## Task prompt:
In full and unchanged, set down the entries that follow, with no images.

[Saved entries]
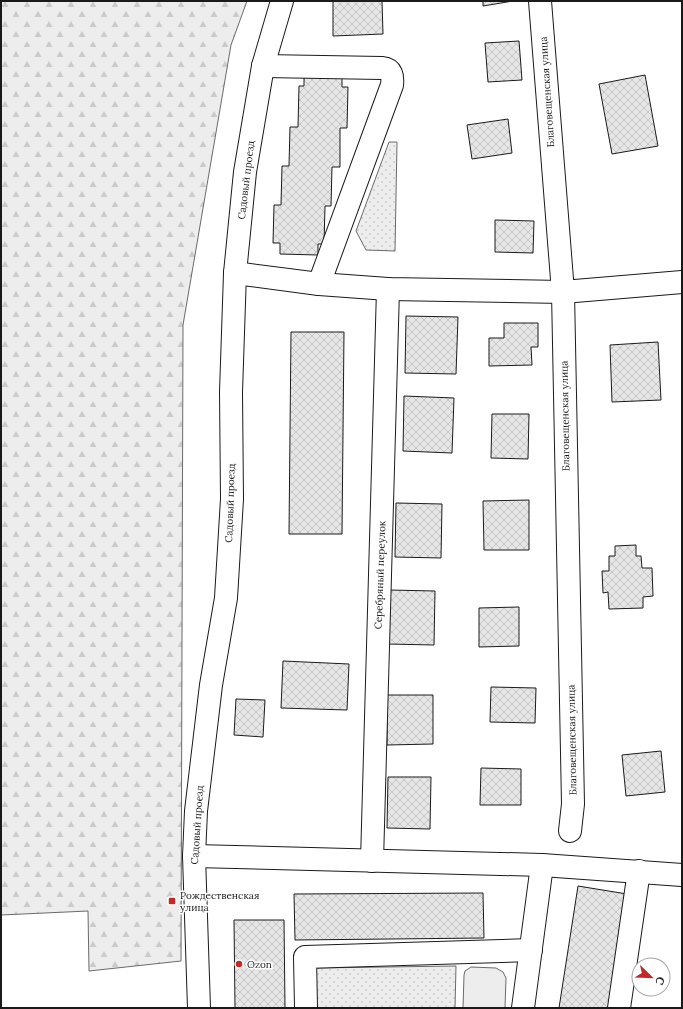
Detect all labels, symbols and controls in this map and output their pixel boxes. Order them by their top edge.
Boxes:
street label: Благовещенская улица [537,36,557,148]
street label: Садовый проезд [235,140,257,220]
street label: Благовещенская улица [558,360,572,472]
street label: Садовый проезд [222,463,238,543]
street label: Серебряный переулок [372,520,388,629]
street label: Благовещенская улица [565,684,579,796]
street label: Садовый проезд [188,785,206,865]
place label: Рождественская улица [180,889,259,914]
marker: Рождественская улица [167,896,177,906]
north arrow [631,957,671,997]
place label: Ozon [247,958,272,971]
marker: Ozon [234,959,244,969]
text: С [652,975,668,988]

## Solution for this exercise:
Detect all labels, symbols and controls in this map and output their pixel boxes. Order them by their top edge.
Boxes:
street label: Благовещенская улица [537,36,557,148]
street label: Садовый проезд [235,140,257,220]
street label: Благовещенская улица [558,360,572,472]
street label: Садовый проезд [222,463,238,543]
street label: Серебряный переулок [372,520,388,629]
street label: Благовещенская улица [565,684,579,796]
street label: Садовый проезд [188,785,206,865]
place label: Рождественская улица [180,889,259,914]
marker: Рождественская улица [167,896,177,906]
north arrow [631,957,671,997]
place label: Ozon [247,958,272,971]
marker: Ozon [234,959,244,969]
text: С [652,975,668,988]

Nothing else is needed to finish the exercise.